Security by Design

We don't trust "security by obscurity." Here is exactly how we protect your sensitive data using verifiable, industry-standard encryption.

AES-256 Server-Side Encryption

For logged-in users, your application data is stored in Google Cloud Firestore. Google encrypts all customer data at rest by default using the AES-256 algorithm.

Google Infrastructure Security
Automated Redundancy

AES-256 Client-Side Encryption

For guest users, we save drafts to your browser's local storage. We protect this data using Client-Side AES-256 encryption with ephemeral session keys.

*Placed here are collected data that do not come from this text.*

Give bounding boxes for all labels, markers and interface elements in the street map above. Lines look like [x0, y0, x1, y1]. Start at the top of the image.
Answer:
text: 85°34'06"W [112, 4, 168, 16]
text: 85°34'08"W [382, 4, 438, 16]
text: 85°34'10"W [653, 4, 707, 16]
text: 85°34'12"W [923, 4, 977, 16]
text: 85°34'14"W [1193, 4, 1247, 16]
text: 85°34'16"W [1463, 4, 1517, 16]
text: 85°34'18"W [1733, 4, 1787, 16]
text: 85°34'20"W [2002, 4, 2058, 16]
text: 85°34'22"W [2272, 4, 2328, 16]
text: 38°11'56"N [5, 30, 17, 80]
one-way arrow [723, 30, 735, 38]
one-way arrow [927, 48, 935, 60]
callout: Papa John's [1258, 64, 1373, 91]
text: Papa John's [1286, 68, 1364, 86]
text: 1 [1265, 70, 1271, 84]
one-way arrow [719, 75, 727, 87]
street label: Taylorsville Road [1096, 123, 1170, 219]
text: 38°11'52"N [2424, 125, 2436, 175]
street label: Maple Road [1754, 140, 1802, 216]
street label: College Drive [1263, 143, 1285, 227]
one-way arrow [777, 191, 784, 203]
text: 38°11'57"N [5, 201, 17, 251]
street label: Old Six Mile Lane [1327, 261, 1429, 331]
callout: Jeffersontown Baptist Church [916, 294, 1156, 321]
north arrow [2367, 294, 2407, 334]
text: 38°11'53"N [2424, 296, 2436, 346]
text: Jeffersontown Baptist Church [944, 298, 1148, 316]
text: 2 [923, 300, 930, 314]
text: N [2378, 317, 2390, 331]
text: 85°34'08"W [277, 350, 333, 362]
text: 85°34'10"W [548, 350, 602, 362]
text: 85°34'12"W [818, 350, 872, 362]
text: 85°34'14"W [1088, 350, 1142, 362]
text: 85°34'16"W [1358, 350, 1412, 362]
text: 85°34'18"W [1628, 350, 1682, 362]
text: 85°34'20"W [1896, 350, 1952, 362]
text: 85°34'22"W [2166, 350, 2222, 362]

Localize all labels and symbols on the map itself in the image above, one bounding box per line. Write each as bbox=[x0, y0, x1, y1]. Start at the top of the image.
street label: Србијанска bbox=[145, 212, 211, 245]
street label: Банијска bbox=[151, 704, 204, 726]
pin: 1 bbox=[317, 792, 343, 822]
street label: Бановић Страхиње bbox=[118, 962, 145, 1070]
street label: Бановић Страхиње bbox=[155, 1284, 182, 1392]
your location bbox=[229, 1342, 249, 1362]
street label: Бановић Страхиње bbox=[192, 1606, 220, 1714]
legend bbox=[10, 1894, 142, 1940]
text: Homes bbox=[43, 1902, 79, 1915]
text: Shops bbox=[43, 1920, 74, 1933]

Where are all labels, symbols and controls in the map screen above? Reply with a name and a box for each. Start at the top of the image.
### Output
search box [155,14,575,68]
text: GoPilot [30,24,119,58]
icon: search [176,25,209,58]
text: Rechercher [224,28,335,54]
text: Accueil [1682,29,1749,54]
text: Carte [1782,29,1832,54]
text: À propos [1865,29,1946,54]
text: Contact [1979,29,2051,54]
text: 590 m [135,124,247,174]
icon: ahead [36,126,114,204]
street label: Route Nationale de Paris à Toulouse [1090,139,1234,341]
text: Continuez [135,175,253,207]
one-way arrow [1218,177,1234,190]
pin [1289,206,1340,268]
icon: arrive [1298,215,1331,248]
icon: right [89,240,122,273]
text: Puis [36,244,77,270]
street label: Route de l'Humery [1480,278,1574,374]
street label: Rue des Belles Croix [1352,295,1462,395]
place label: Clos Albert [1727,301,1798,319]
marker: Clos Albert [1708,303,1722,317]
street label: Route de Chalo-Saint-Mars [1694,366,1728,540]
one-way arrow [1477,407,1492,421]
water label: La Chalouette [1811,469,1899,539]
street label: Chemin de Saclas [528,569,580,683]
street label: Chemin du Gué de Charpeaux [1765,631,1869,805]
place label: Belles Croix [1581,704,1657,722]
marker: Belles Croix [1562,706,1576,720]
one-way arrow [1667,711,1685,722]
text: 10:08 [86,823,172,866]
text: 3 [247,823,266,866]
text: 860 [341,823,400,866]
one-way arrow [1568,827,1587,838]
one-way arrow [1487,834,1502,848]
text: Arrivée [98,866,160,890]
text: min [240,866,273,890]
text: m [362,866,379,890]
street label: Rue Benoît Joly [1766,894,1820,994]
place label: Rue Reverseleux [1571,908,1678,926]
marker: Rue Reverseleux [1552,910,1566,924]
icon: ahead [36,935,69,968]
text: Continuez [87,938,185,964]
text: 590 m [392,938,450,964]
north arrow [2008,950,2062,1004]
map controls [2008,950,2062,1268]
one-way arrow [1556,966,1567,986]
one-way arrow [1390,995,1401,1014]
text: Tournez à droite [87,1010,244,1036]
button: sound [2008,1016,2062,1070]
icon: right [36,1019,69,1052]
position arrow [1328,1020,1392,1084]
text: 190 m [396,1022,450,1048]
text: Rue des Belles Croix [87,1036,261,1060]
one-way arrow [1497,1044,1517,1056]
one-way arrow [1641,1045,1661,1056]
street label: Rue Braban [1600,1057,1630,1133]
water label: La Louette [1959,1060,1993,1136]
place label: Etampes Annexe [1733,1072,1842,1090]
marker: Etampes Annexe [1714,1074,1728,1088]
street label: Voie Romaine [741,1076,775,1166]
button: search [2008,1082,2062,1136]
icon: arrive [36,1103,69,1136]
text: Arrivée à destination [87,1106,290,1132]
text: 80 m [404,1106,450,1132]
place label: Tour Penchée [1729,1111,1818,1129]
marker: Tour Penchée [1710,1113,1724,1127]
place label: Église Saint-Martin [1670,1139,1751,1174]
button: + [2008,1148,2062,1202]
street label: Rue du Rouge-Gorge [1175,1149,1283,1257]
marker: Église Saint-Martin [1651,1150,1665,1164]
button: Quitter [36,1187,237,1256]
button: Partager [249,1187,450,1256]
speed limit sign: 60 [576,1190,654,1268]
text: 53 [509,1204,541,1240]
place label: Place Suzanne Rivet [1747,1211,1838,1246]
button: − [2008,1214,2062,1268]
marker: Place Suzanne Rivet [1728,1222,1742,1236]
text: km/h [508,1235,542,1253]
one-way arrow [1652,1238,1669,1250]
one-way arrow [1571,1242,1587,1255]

Technical Note: The encryption key allows your storage to be unreadable to other scripts. For security, if you close your browser tab, the temporary key is discarded, rendering any leftover local data permanently inaccessible.

PCI-DSS Compliant Payments

We never see, touch, or store your credit card information. All payments are processed directly by Stripe, a PCI Service Provider Level 1.

Level 1 PCI Compliance
Tokenized Transactions

Zero Data Sales Policy

Our business model is simple: you pay us for a service. We never sell, rent, or share your personal data with third-party advertisers or data brokers. Your petition data belongs to you.

All data in transit is secured via TLS 1.2+ (HTTPS) encryption.